C’est vrai, mais c’est une impression visuelle due à l’image que projette Seme dans la fermeté de sa saisie qui va aller jusqu’au verrouillage. Cependant Nage n’est pas, en cet instant de saisie, physiologiquement à l’arrêt. Les éléments de son corps soumis à la saisie et à la force adverse se placent pour la déviation de celles-ci ; les jambes, les hanches, le Seika Tanden sont également en mouvement et concourent à la déviation.
Soulignons que Seme doit donner cette image de puissance et d’effort. Nage aussi devrait marquer cet instant où il reçoit la force adverse et ressent le contrôle articulaire de la prise.
Le Kata parait scindé en deux parties, est-ce exact ?
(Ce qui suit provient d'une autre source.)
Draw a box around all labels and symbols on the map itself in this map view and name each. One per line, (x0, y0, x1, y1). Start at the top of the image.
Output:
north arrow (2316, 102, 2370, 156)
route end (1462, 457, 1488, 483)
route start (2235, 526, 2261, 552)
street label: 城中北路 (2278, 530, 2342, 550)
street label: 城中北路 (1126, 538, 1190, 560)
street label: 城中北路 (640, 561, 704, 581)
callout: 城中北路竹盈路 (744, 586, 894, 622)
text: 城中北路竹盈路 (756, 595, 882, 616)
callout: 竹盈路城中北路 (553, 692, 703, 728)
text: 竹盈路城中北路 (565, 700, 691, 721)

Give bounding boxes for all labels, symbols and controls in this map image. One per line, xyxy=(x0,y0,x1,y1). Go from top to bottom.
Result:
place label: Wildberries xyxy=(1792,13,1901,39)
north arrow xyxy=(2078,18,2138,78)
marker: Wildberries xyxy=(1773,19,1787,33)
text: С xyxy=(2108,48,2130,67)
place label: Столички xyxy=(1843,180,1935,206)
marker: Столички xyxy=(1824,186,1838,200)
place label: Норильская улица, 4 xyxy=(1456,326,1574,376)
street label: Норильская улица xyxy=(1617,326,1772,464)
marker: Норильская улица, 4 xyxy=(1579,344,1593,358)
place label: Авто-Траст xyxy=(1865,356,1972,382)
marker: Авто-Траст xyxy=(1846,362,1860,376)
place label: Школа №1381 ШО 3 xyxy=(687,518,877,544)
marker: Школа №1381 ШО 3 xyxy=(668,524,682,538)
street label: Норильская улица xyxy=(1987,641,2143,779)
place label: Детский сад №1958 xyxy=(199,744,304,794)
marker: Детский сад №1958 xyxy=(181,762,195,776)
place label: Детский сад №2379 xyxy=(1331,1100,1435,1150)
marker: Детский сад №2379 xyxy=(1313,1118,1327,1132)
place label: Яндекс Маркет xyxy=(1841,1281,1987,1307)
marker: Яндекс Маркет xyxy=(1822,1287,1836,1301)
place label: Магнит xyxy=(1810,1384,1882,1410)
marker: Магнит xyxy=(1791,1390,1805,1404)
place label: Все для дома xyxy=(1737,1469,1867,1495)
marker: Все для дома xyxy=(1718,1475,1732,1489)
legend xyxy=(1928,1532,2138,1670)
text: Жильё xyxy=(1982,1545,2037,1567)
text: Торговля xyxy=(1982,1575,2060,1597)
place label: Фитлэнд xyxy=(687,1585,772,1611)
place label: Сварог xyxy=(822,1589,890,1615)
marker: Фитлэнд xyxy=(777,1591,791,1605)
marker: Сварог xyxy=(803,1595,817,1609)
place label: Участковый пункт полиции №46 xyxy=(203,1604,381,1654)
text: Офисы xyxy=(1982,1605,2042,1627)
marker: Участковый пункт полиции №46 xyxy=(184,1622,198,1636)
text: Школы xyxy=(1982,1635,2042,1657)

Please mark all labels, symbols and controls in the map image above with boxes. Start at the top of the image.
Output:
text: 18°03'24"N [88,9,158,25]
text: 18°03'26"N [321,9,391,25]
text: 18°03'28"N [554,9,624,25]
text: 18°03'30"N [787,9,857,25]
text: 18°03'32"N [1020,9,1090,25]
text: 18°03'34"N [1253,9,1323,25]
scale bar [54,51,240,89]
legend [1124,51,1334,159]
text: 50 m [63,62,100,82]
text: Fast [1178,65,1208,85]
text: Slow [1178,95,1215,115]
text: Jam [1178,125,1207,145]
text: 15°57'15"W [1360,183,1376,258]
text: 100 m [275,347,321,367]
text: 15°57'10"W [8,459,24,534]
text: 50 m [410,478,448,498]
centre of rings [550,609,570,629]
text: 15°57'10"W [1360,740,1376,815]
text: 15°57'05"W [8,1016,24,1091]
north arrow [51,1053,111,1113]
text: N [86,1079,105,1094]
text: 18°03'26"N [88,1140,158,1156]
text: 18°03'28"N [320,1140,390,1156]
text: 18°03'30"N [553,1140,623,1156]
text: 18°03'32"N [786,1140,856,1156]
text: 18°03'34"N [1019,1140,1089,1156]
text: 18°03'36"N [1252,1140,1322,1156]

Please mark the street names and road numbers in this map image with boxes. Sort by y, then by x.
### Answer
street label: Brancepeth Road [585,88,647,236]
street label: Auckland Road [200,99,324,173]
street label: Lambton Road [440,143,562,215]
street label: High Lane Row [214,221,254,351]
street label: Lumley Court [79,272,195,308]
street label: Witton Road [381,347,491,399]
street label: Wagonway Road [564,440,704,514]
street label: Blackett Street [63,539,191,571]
II y a effectivement une rupture de contact à un moment donné sur le dégagement de Do Gaeshi, mais ce n’est pas une rupture de Zanshin. S’il y a séparation physique, il y a une continuité mentale du Kata. La remise en œuvre, la reprise de contact se fait par l’intervention d’une autre attaque.
Par ailleurs, dans ce Kata l’énergie est mobilisée, à l’image de la houle marine, dans le corps ; temps forts et temps fluides se succèdent. On y exprime la force, la déviation de cette force, le mouvement de renversement de la force, mais sur le plan du film du déroulement mental du Kata, il n’y a pas d’arrêt.
Est-ce important de le réaliser en ligne ?
Non, il pourrait se faire autrement, mais il est classé dans les Kata en ligne. Dans cette forme, il oblige les partenaires à se repositionner à chaque mouvement de manière stricte et rigoureuse.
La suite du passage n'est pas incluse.